Jul 19, 2025

Anatomy of a Kubernetes Operator

So you have decided to tackle the belly of the beast, namely to learn kubernetes inside out. How then should you start ? By implementing a Custom Operator from scratch, that’s right !

Why? Because it touches many aspects of Kubernetes. An operator builds on top of the fundamental primitives provided by Kubernetes itself: such as Deployments, Service Accounts etc. By learning how to deploy an Operator I got a really good grounding on how to work with Kubernetes and and was able to get very comfortable with it.

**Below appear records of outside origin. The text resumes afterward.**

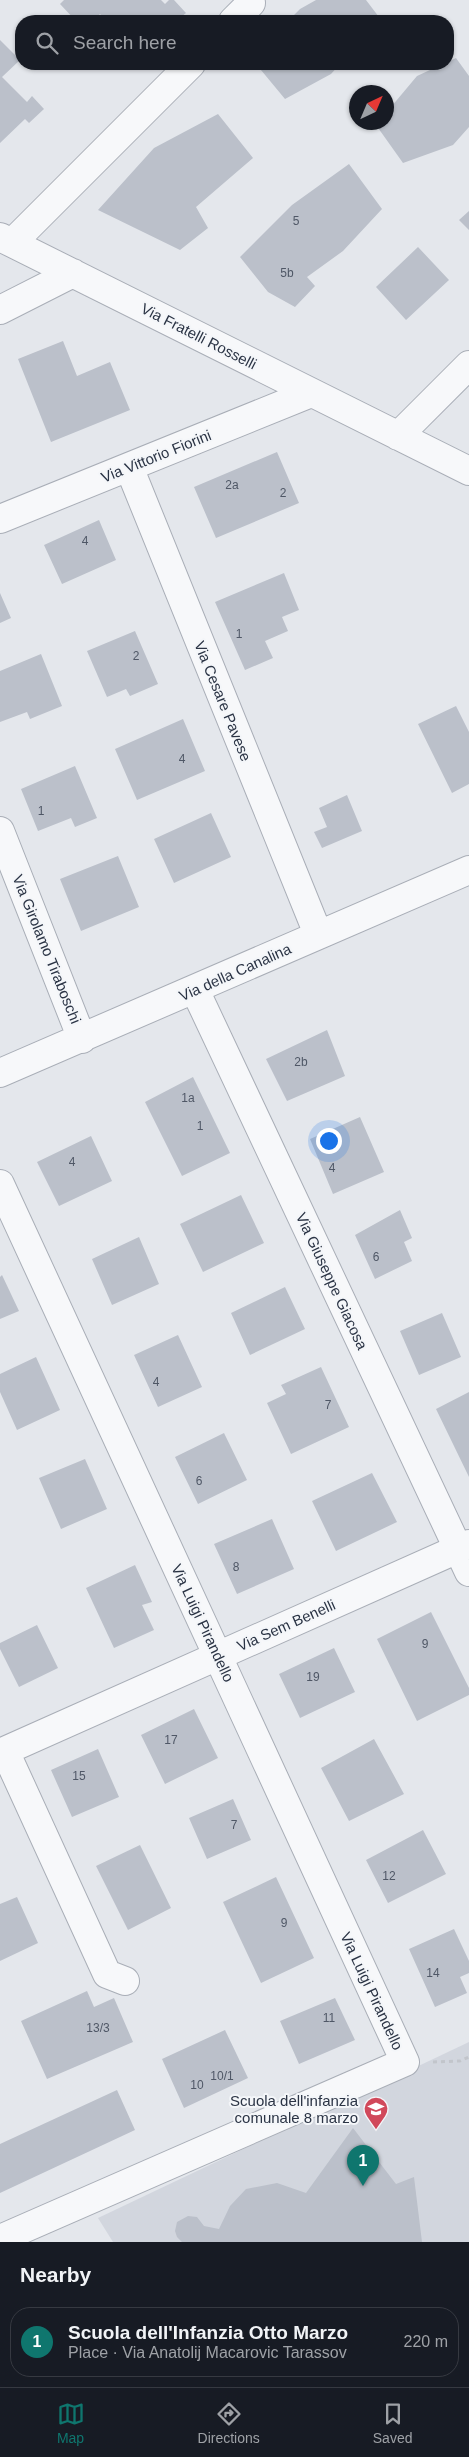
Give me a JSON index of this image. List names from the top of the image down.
{
  "streets": {
    "street": [
      "Via Fratelli Rosselli",
      "Via Vittorio Fiorini",
      "Via Cesare Pavese",
      "Via Girolamo Tiraboschi",
      "Via della Canalina",
      "Via Giuseppe Giacosa",
      "Via Luigi Pirandello",
      "Via Sem Benelli"
    ]
  },
  "crossings": [
    ["Via Fratelli Rosselli", "Via Vittorio Fiorini"],
    ["Via Vittorio Fiorini", "Via Cesare Pavese"],
    ["Via Cesare Pavese", "Via della Canalina"],
    ["Via Girolamo Tiraboschi", "Via della Canalina"],
    ["Via della Canalina", "Via Giuseppe Giacosa"],
    ["Via Giuseppe Giacosa", "Via Sem Benelli"],
    ["Via Luigi Pirandello", "Via Sem Benelli"]
  ],
  "places": {
    "school or university": ["Scuola dell'infanzia comunale 8 marzo"]
  },
  "house_numbers": [
    "5",
    "5b",
    "2a",
    "2",
    "4",
    "1",
    "2",
    "4",
    "1",
    "2b",
    "1a",
    "1",
    "4",
    "4",
    "6",
    "4",
    "7",
    "6",
    "8",
    "9",
    "19",
    "17",
    "15",
    "7",
    "12",
    "9",
    "14",
    "11",
    "13/3",
    "10/1",
    "10"
  ],
  "north": "top right",
  "page": {
    "search": "Search here",
    "pins": "1",
    "heading": "Nearby",
    "list": [
      {
        "mark": "1",
        "name": "Scuola dell'Infanzia Otto Marzo",
        "note": "Place · Via Anatolij Macarovic Tarassov",
        "value": "220 m"
      }
    ],
    "nav": ["Map", "Directions", "Saved"]
  }
}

What does an Operator do ? Well, it can do a lot. You can deploy custom resources like Database Pods, Job system Pods etc, or even implement networking policies drivers and Storage Drivers for using various new kinds of storage devices. In this exercise, I am going to do something a bit simpler: namely implement a way to perform image manipulation using Kubernetes Objects.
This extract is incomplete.